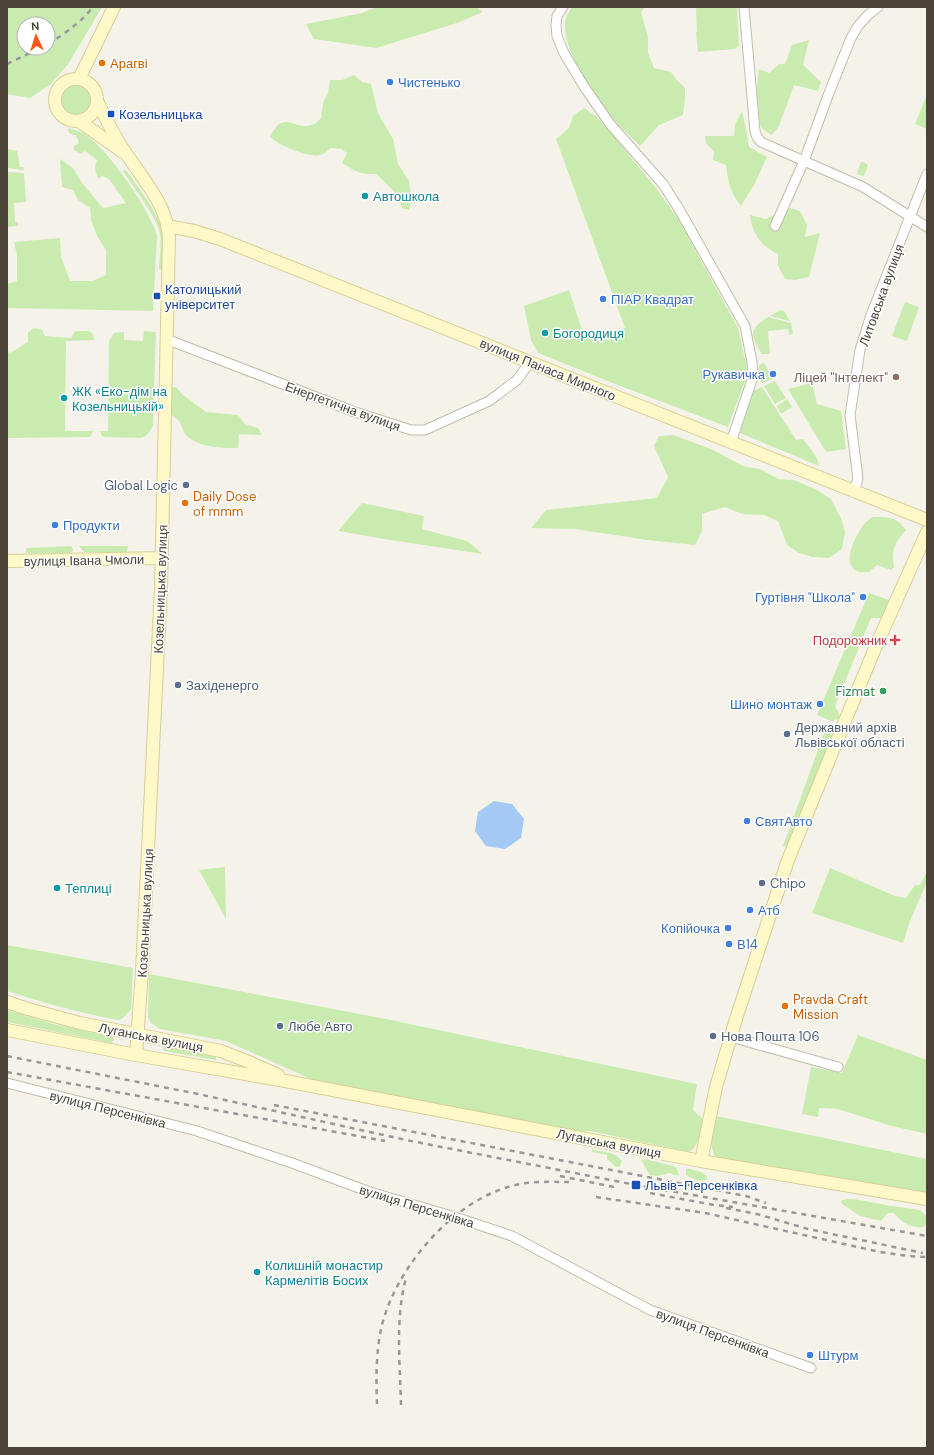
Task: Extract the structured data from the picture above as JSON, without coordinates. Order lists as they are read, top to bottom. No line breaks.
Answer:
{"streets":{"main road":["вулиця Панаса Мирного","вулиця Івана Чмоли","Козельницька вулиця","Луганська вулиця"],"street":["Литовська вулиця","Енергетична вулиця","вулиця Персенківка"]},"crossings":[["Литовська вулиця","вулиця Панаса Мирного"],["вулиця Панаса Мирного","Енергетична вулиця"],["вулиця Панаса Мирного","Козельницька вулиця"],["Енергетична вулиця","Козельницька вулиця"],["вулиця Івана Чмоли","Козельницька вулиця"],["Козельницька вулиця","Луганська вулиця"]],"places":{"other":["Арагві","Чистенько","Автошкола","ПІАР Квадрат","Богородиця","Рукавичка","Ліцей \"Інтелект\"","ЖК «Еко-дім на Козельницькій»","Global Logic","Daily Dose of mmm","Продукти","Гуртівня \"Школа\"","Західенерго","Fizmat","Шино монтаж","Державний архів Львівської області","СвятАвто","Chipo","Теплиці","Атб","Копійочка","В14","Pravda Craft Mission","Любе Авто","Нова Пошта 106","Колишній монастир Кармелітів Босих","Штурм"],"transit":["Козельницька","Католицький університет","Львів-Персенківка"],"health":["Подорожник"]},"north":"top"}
--
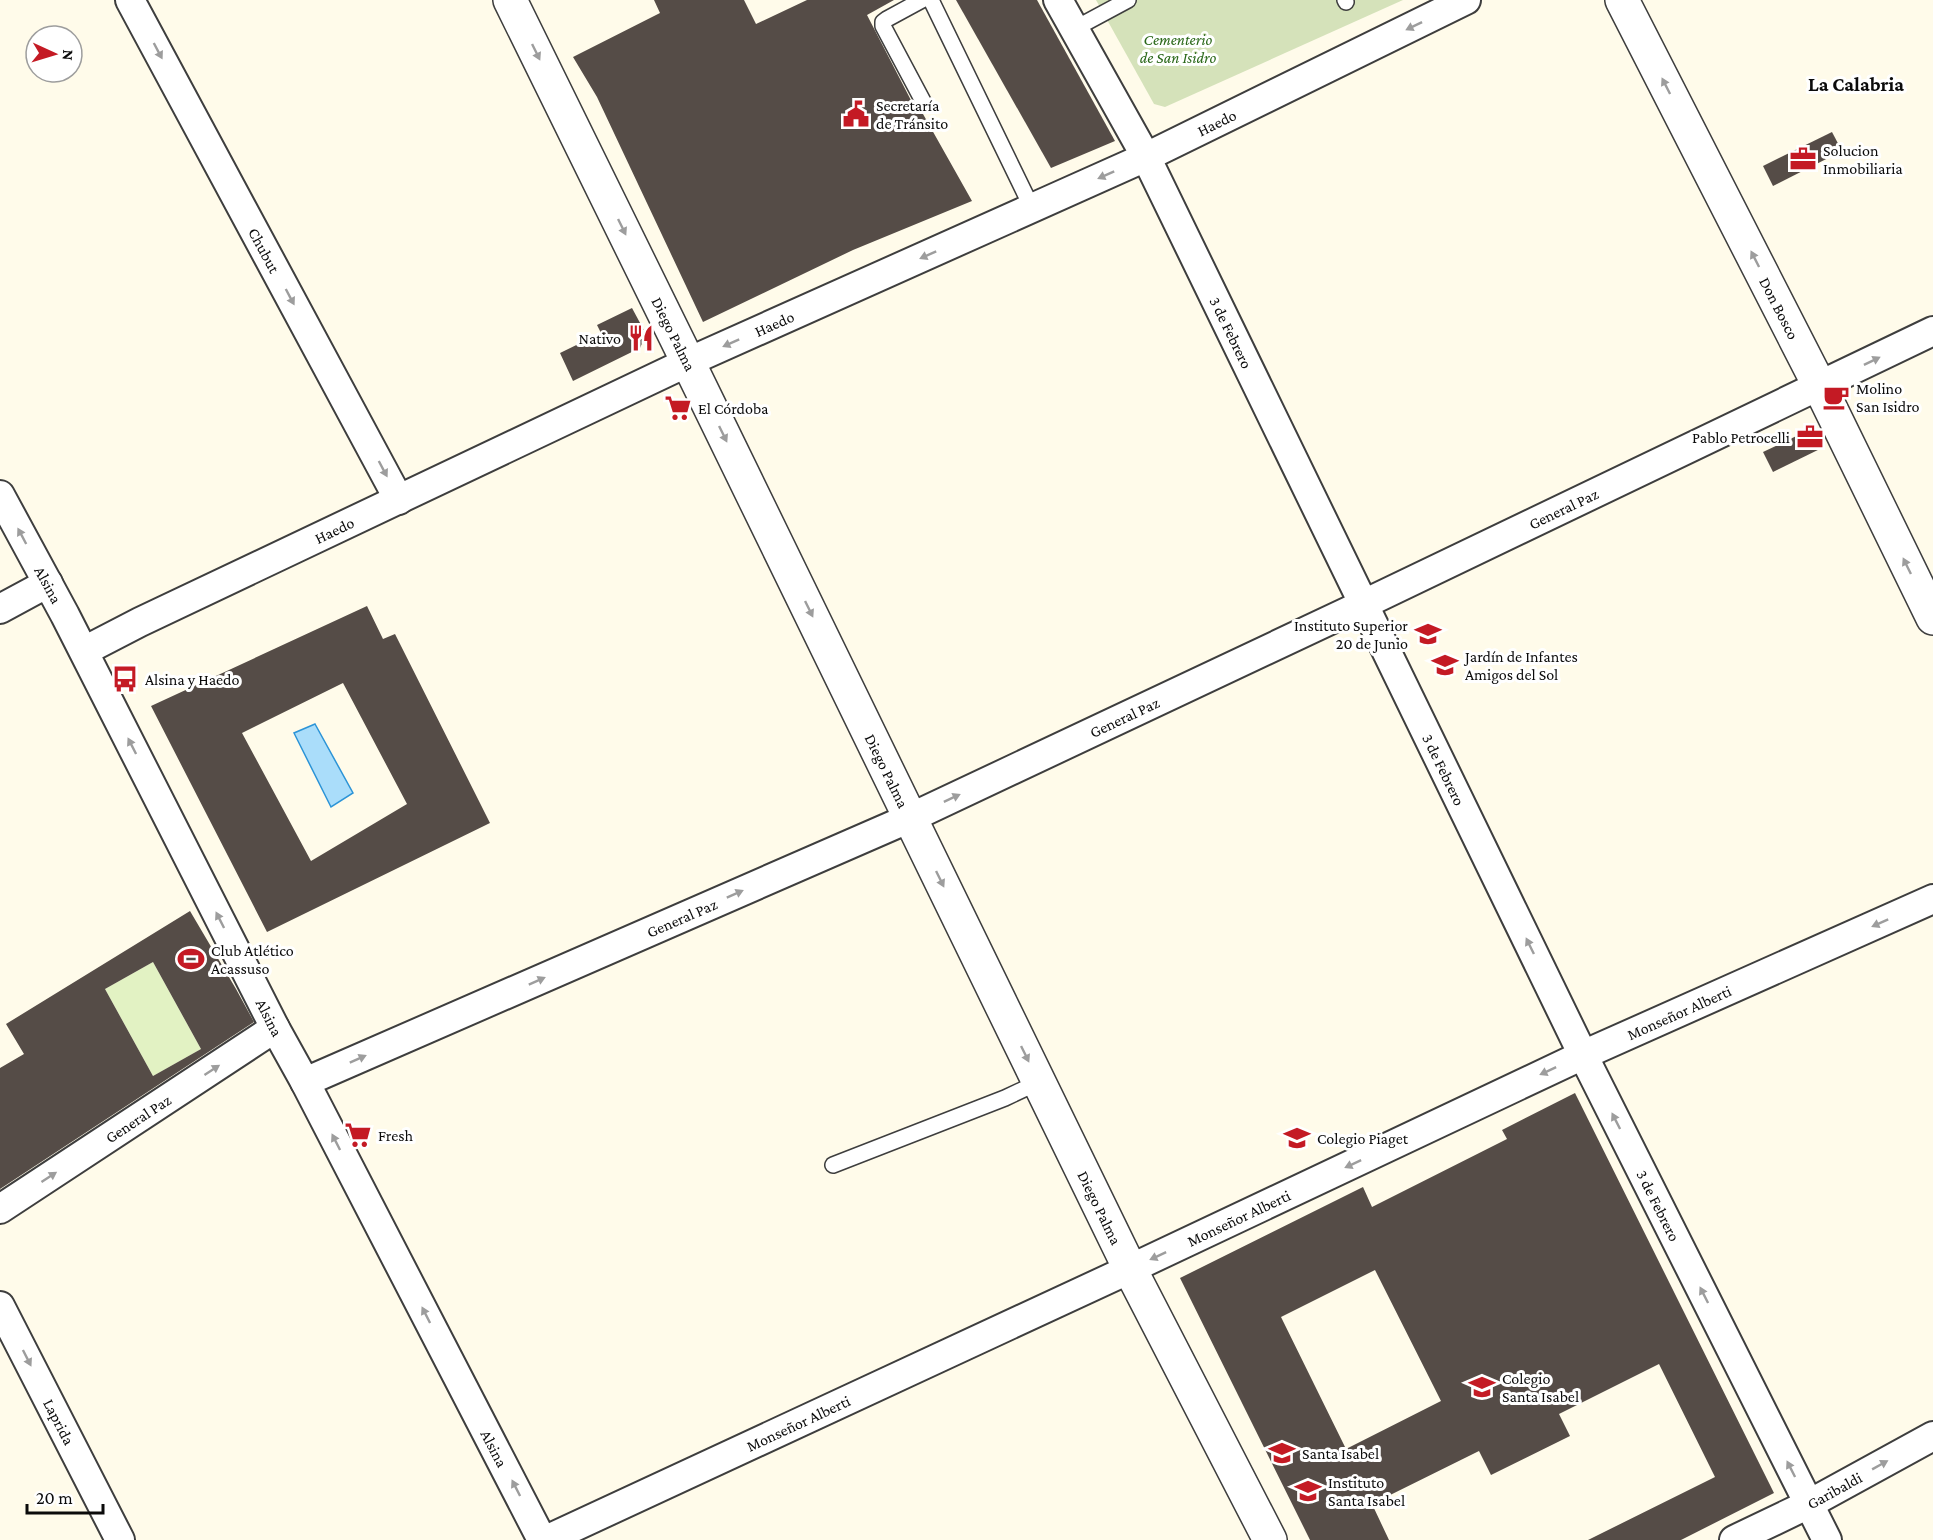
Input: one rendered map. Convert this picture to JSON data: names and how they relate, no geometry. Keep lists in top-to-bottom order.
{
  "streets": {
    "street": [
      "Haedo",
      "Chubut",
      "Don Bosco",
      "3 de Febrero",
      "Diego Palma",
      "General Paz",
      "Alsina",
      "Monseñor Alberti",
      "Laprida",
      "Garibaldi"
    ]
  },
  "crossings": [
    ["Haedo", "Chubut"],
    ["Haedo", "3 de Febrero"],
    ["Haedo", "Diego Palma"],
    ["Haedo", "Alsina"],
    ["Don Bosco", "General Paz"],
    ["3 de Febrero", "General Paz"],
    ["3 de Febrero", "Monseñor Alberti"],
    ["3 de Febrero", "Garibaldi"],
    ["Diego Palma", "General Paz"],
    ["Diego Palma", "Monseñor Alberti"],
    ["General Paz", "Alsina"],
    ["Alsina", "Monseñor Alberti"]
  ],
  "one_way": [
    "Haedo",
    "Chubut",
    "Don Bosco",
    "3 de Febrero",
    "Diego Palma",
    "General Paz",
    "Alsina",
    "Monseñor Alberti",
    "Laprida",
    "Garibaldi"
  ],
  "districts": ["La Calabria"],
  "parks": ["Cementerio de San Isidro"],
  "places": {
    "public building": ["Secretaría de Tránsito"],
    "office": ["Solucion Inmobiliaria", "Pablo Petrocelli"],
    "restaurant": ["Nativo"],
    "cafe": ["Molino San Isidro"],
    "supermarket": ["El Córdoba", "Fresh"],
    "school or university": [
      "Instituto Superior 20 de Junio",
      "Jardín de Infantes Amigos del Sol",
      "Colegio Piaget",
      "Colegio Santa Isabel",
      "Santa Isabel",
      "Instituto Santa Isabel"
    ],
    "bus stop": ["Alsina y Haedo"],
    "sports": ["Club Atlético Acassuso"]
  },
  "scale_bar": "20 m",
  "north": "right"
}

> What the exercise asks:
Search the entries above for lines containing the word "Diego", and copy each one.

> Response for this exercise:
      "Diego Palma",
    ["Haedo", "Diego Palma"],
    ["Diego Palma", "General Paz"],
    ["Diego Palma", "Monseñor Alberti"],
    "Diego Palma",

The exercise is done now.